Confusingly, your example function wants to modify a pointer. Thus, you declare that it takes a char **, and you take the address of the pointer when calling the function.

Answer 3

char* myvariable - char* is setting up a pointer to a memory location that holds an object of type char

myvariable is a variable used to reference that location.
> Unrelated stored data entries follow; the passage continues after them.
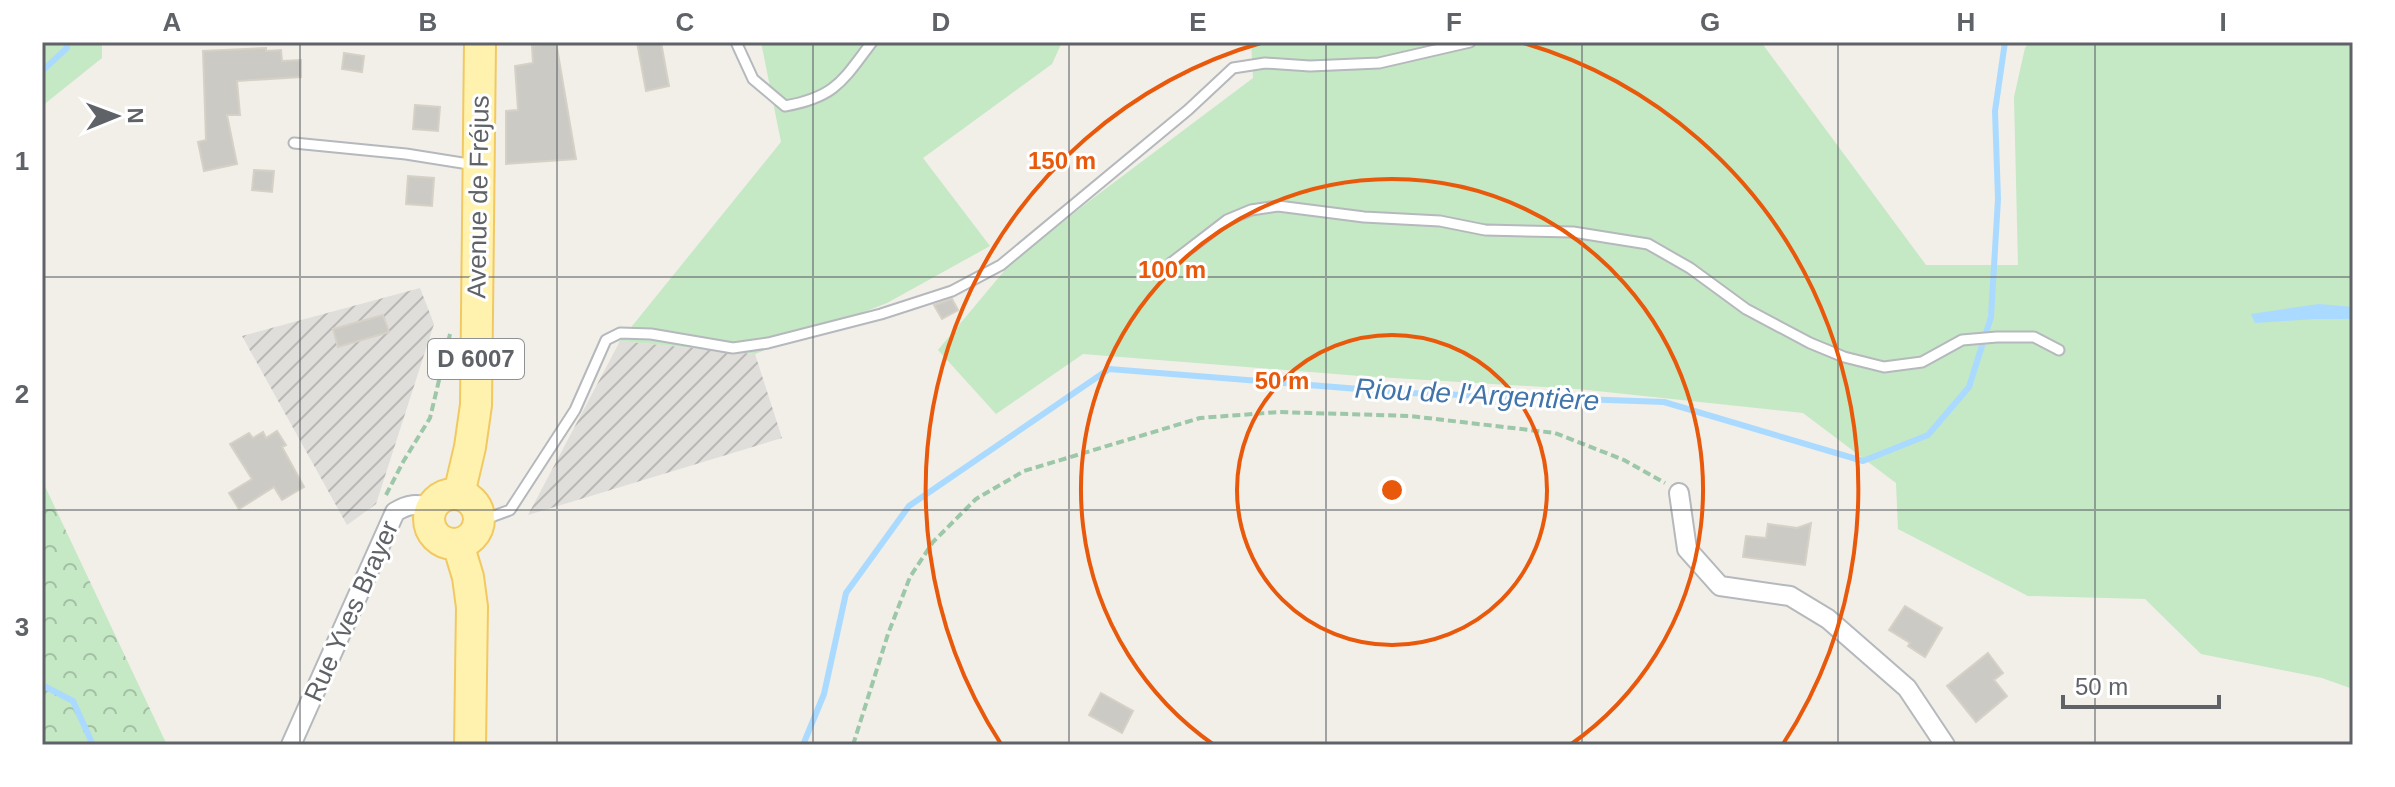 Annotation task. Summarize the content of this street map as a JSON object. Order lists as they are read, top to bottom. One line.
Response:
{"streets":{"main road":["Avenue de Fréjus","D 6007"],"street":["Rue Yves Brayer"]},"crossings":[["Avenue de Fréjus","Rue Yves Brayer"]],"water":["Riou de l'Argentière"],"scale_bar":"50 m","north":"right","grid":{"columns":["A","B","C","D","E","F","G","H","I"],"rows":["1","2","3"]},"rings":["150 m","100 m","50 m"]} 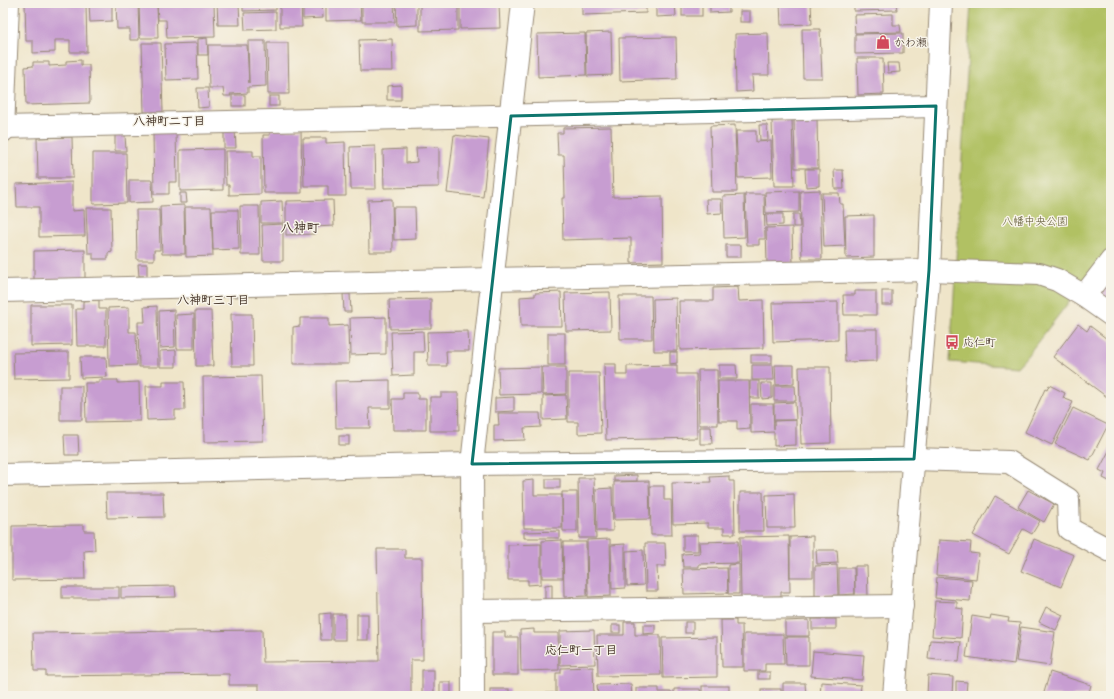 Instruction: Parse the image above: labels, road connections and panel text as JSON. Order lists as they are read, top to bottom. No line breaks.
{"districts":["八神町二丁目","八神町","八神町三丁目","応仁町一丁目"],"parks":["八幡中央公園"],"places":{"shop":["かわ瀬"],"bus stop":["応仁町"]}} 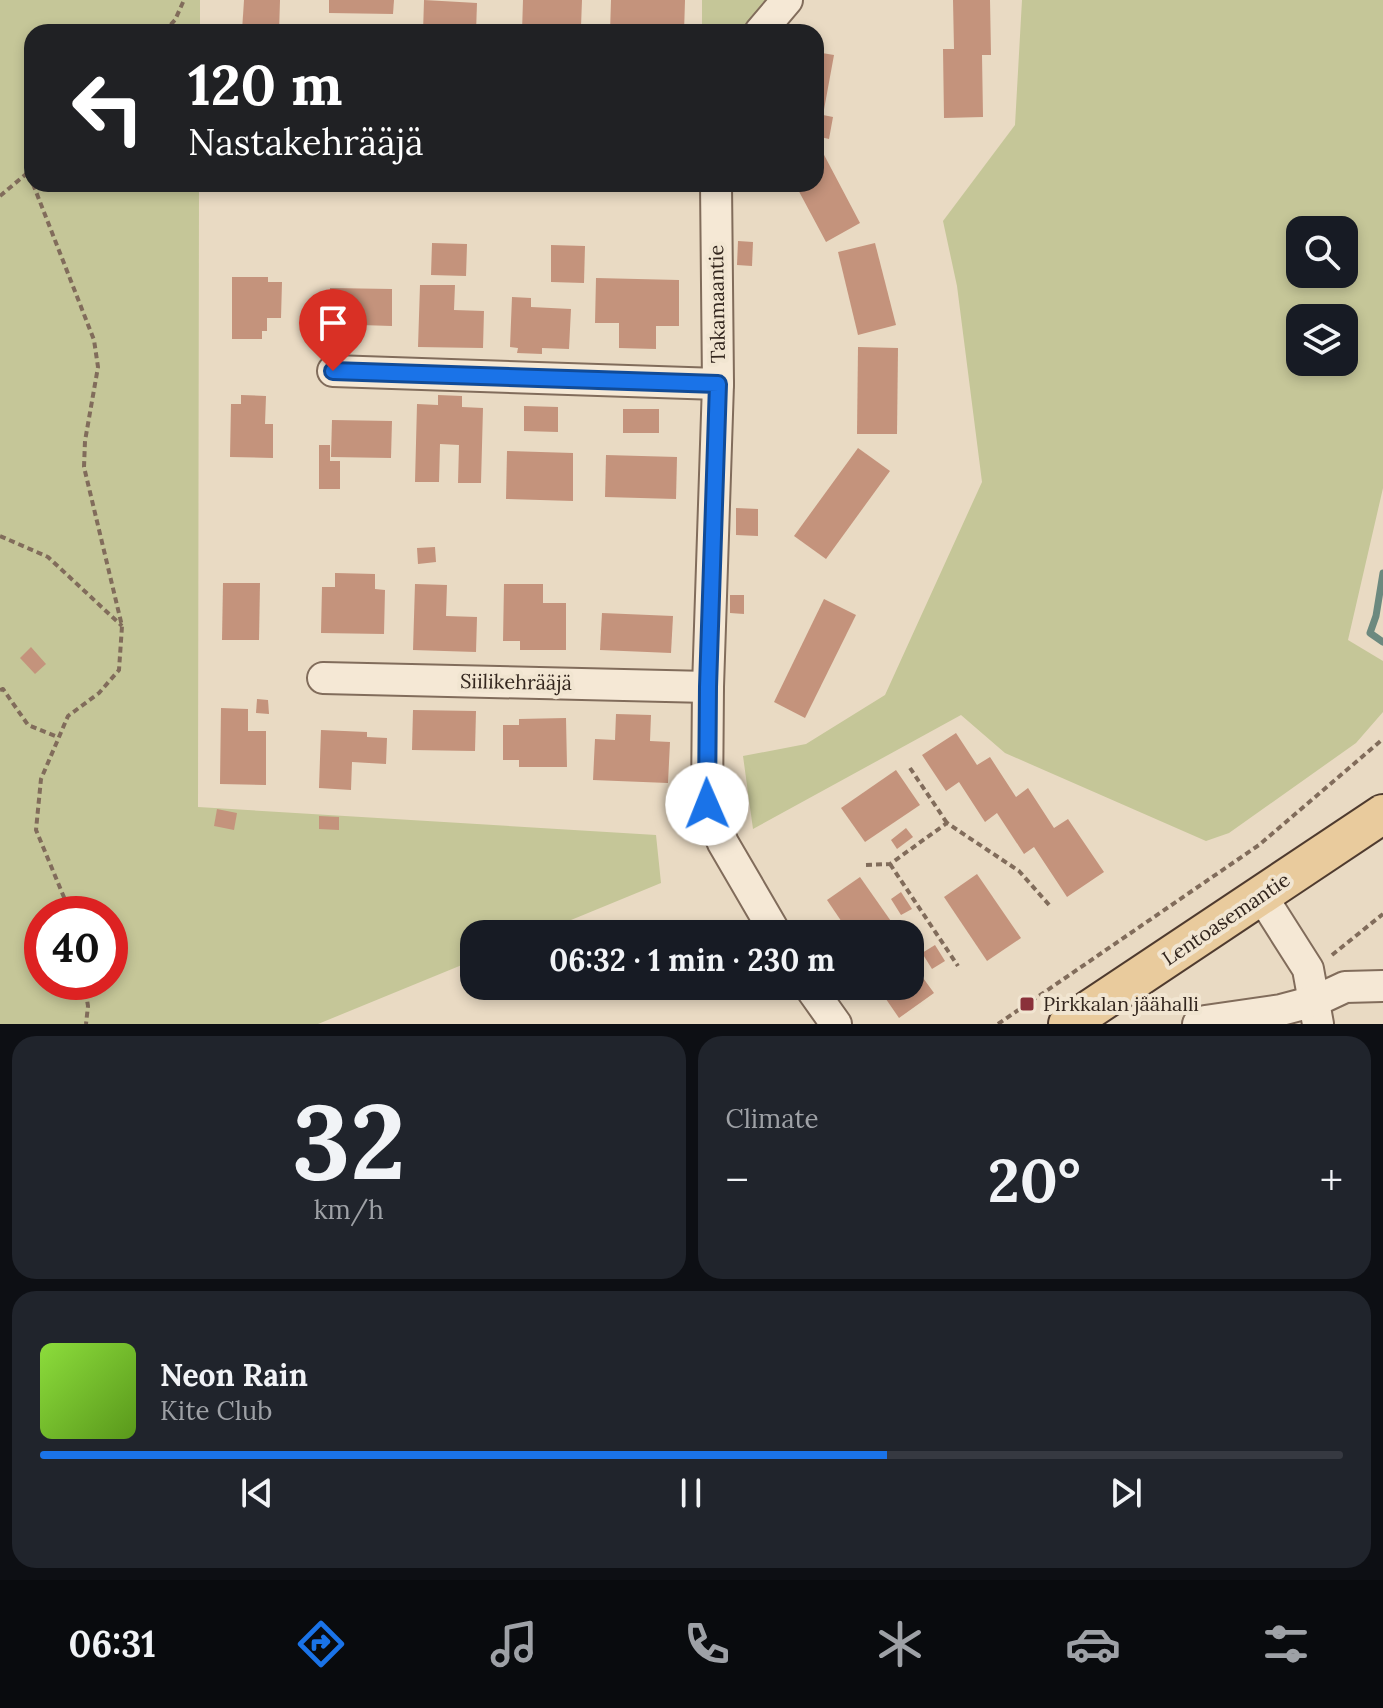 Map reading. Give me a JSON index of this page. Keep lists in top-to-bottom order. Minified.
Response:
{"streets":{"main road":["Lentoasemantie"],"street":["Takamaantie","Siilikehrääjä"]},"crossings":[["Takamaantie","Siilikehrääjä"]],"places":{"transit":["Pirkkalan jäähalli"]},"page":{"turn":["120 m","Nastakehrääjä"],"limit":"40","trip":"06:32 · 1 min · 230 m","tile":[["32","km/h"],"Climate"],"heat":["−","20°","+"],"song":["Neon Rain","Kite Club"],"tabs":"06:31"}} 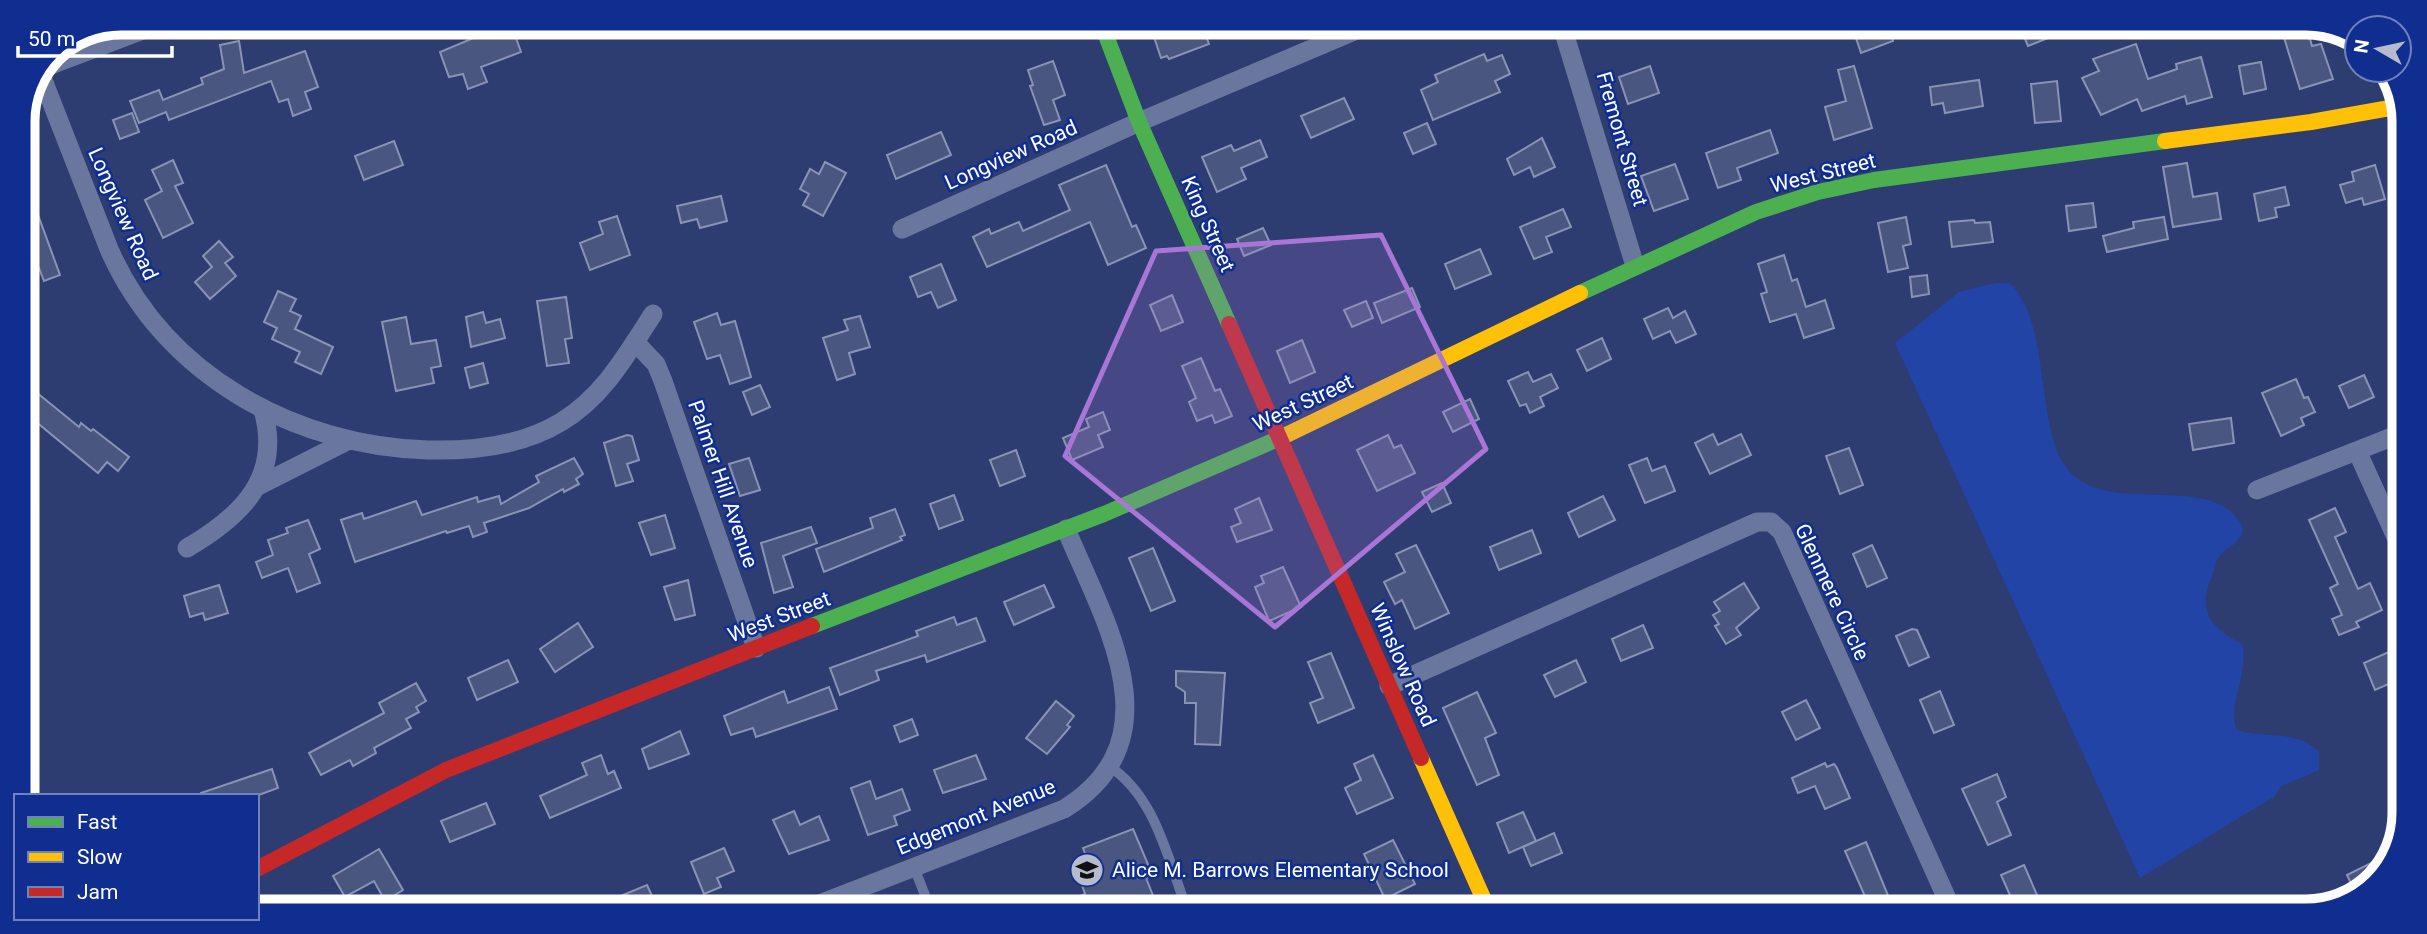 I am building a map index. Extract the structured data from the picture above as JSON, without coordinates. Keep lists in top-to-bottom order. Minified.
{"streets":{"main road":["West Street","King Street","Winslow Road"],"street":["Fremont Street","Longview Road","Palmer Hill Avenue","Glenmere Circle","Edgemont Avenue"]},"crossings":[["Fremont Street","West Street"],["Longview Road","King Street"],["Longview Road","Palmer Hill Avenue"],["West Street","King Street"],["West Street","Palmer Hill Avenue"],["West Street","Winslow Road"],["West Street","Edgemont Avenue"],["King Street","Winslow Road"],["Glenmere Circle","Winslow Road"]],"places":{"school or university":["Alice M. Barrows Elementary School"]},"legend":["Fast","Slow","Jam"],"scale_bar":"50 m","north":"left"} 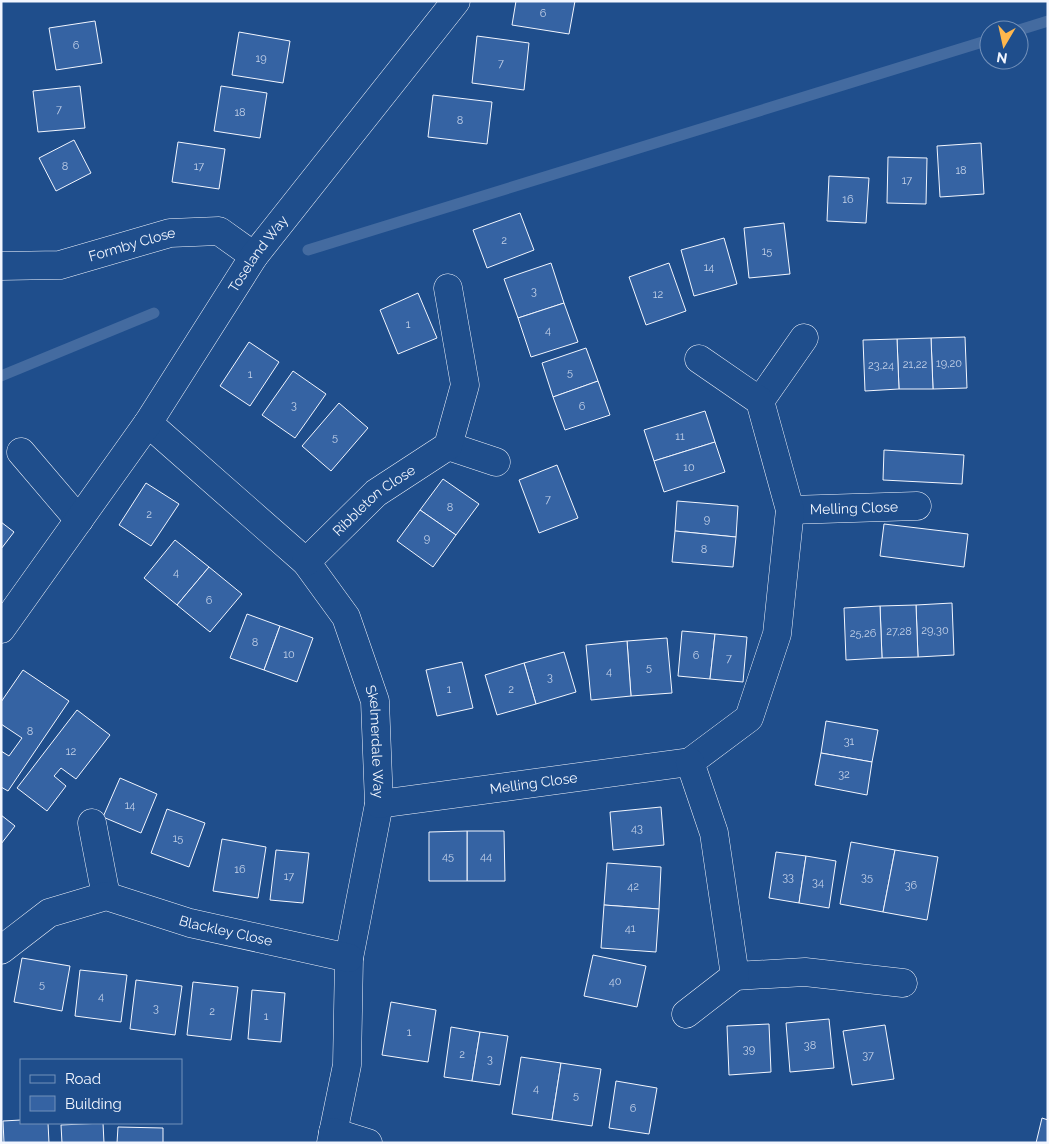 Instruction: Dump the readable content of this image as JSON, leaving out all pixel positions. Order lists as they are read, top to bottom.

To get at the value you have to de-reference using &myvariable

I did C++ over 10 years ago, not C, but I think thats reasonably accurate.

Answer 4

Does char *myvariable=NULL; mean that myvariable is a pointer or a function?

myvariable is a pointer (ie a variable, since a pointer is a variable).

1) Is that true?

I don't think it is really backwards compatibility. However, a string litteral such as "string" behaves as a constant string.

2) Am I creating a constant character?

Trying to modify the characters of the string "string" is an undefined behavior. There is no const, because the type of an anonymous string is char[]. But programmers often advise to declare it as const, to prevent errors.

3) Aren't those supposed to be immutable? If so why can I update the value?

You can't modifiy *myvariable (as long as it is assigned to a string litteral), but you can modify the pointer myvariable.

With the function setvariable(char **myvariable) - is **myvariable a "pointer to a pointer" ?

Yes, it is.

Or is myvariable actually just a string (nul terminated array of characters) ?

*myvariable is a string and a pointer to char.

By the way, I guess you should read this answer.

Answer 5

By writing char *myvariable, int foo, double blah, or void (*funcptr)(void), you are declaring a variable with some type. The type of the variable specifies what is stored in that variable: a pointer, number, or structure.

So, char *myvariable is a variable (some reserved amount of memory) that contains a pointer value.